Abstract:  Skiing, as recognized by Congress, is a popular, healthful, and life-enriching use of National Forest Land. In 1986, Congress passed legislation to make it easier for ski resort developers to obtain permits, but a textual bias in the Forest Service’s implementing regulations and attacks by environmentalists both in the courts and literally at the sites has largely defeated that intent. Also, the Forest Service recently proposed new restrictions on Colorado’s White River National Forest that, among others, would limit ski resorts to the size of their current permits. This Comment will explore the Forest Service’s proposal in the context of the ongoing debate over National Forest resource management.
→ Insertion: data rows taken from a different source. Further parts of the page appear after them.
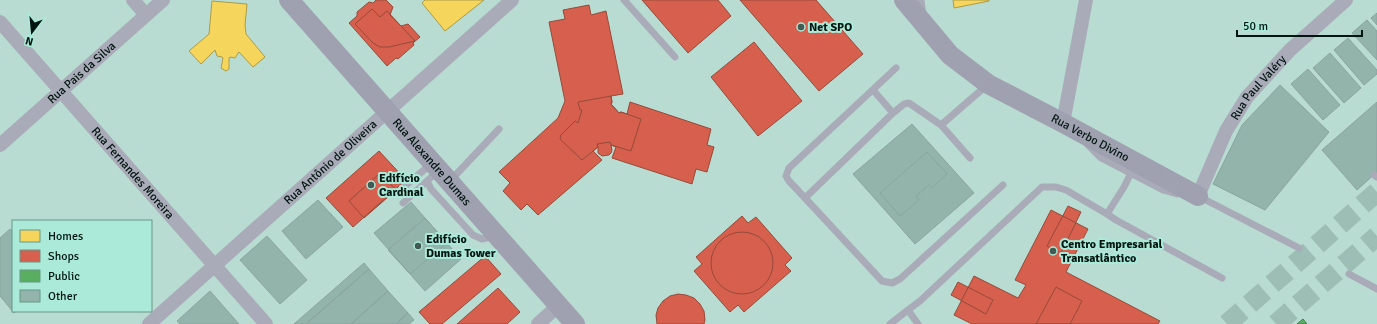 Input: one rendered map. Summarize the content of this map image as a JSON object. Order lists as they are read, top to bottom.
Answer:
{
  "streets": {
    "street": [
      "Rua Pais da Silva",
      "Rua Paul Valéry",
      "Rua Verbo Divino",
      "Rua Antônio de Oliveira",
      "Rua Alexandre Dumas",
      "Rua Fernandes Moreira"
    ]
  },
  "crossings": [
    ["Rua Pais da Silva", "Rua Fernandes Moreira"],
    ["Rua Paul Valéry", "Rua Verbo Divino"],
    ["Rua Antônio de Oliveira", "Rua Alexandre Dumas"],
    ["Rua Antônio de Oliveira", "Rua Fernandes Moreira"]
  ],
  "places": [
    "Net SPO",
    "Edifício Cardinal",
    "Edifício Dumas Tower",
    "Centro Empresarial Transatlântico"
  ],
  "legend": [
    "Homes",
    "Shops",
    "Public",
    "Other"
  ],
  "scale_bar": "50 m",
  "north": "bottom"
} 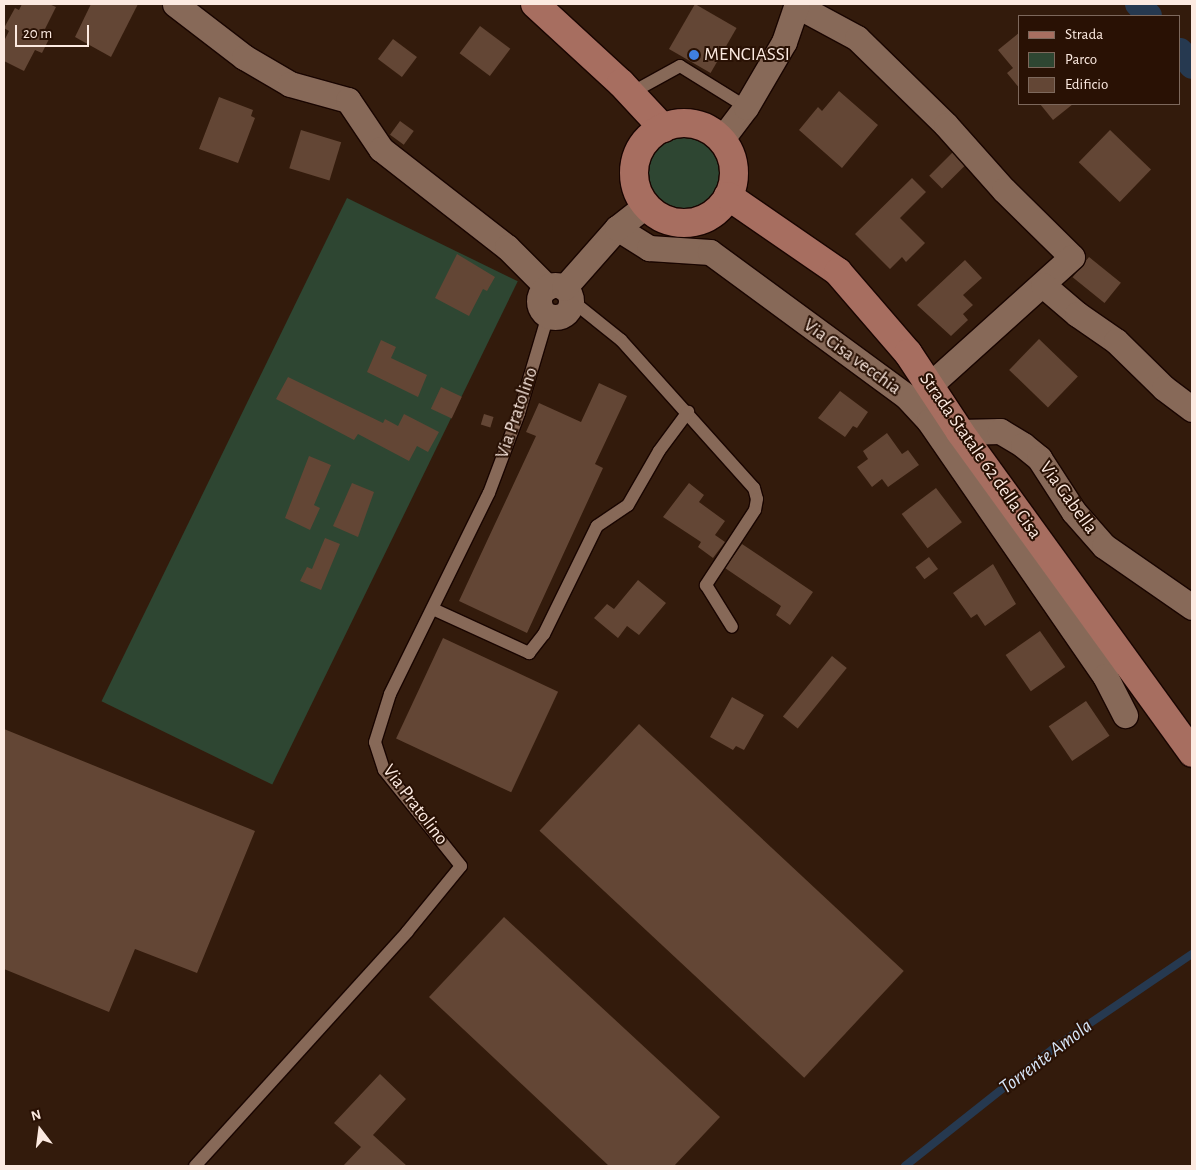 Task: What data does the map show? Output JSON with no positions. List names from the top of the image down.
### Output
{
  "streets": {
    "main road": ["Strada Statale 62 della Cisa"],
    "street": ["Via Cisa vecchia", "Via Gabella"],
    "lane": ["Via Pratolino"]
  },
  "crossings": [
    ["Strada Statale 62 della Cisa", "Via Gabella"]
  ],
  "water": ["Torrente Amola"],
  "places": ["MENCIASSI"],
  "legend": ["Strada", "Parco", "Edificio"],
  "scale_bar": "20 m",
  "north": "top"
}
It will compare the current system with EPA’s Project XL, which rewards superior performance and innovation in environmental protection. This Comment suggests that an approach to National Forest resource management that incorporates the rationales of Project XL would ameliorate the protection of our National Forests and the relationship between the Forest Service, developers, recreational users, and environmentalists.

[Pages 119-162]
THE BILL OF ATTAINDER CLAUSE: A NEW WEAPON TO CHALLENGE THE OIL POLLUTION ACT OF 1990
Alison C. Carrigan*

Abstract:  SeaRiver Maritime, Exxon Oil Company’s United States shipping subsidiary, recently challenged section 5007 of the Oil Pollution Act of 1990 as a bill of attainder. SeaRiver Maritime is the owner and operator of the former Exxon Valdez, which was renamed the SeaRiver Mediterranean following the Valdez’s infamous spill in Alaska’s Prince William Sound in 1989. SeaRiver Maritime argued that section 5007, which prohibits any vessel that has spilled more than one million gallons of oil into the marine environment from ever re-entering Prince William Sound, is an unconstitutional legislative punishment, and that this portion of the Oil Pollution Act was meant to apply only to the SeaRiver Mediterranean. This Comment examines the Oil Pollution Act’s primary provisions and the Act’s Prince William Sound provisions, which include section 5007. Further, this Comment explains the reasons for the constitutional prohibition on bills of attainder and the modern analysis to which courts subject legislation challenged under the Bill of Attainder Clause. Finally, this Comment argues that SeaRiver Maritime’s claim fails both prongs of the Supreme Court’s bill of attainder analysis and that section 5007 is legal and valid as enacted.

[Pages 163-190]
SHAPING NUCLEAR WASTE POLICY AT THE JUNCTURE OF FEDERAL AND STATE LAW
Lawrence Flint*

Abstract:  Nuclear waste has long been the Achilles’ heel of the civilian nuclear power industry. The spent nuclear fuel that reactors generate remains radioactive for hundreds of thousands of years, however, all the spent fuel that has been generated to date is stored in temporary, short-term facilities. As the federal government struggles to develop a permanent solution, many temporary storage facilities are nearing capacity. A few states in which civilian reactors are located have placed severe constraints on the construction of additional needed storage, potentially causing the shutdown of the federally-licensed reactors. In part because of this pressure from the states, Congress has sought to create a federal, centralized interim storage facility while development of a permanent repository proceeds. This controversial effort has yet to succeed. This note will suggest that a new approach to the interim storage problem is necessary—one that involves granting the federal government exclusive authority over nuclear waste storage facilities.

[Pages 191-228]
NUCLEAR POWER RATE REGULATION AFTER EASTERN ENTERPRISES: ARE RATEPAYERS BEING TAKEN FOR A RIDE?
Claire A. Watkins*

Abstract:  The electric industry’s monopolistic reign is coming to an end. The movement toward deregulation is exposing as flawed the electric industry’s decision to build nuclear power plants for the generation of electricity. One such flaw is the miscalculation of decommissioning costs. Without a monopoly, nuclear power plant owners have no guaranteed rate base to pay the high costs of decommissioning. As a result, owners are lobbying the state legislatures and Congress to require recovery of these costs. This comment questions whether it is constitutional to require ratepayers to pay for such costs after they no longer receive service from a power plant. Through an analysis of Justice O’Connor’s opinion in Eastern Enterprises v. Apfel, which establishes that economic regulation can be a taking, the argument is presented that ratepayers may be able to challenge rate regulation after the termination of service as an unconstitutional taking.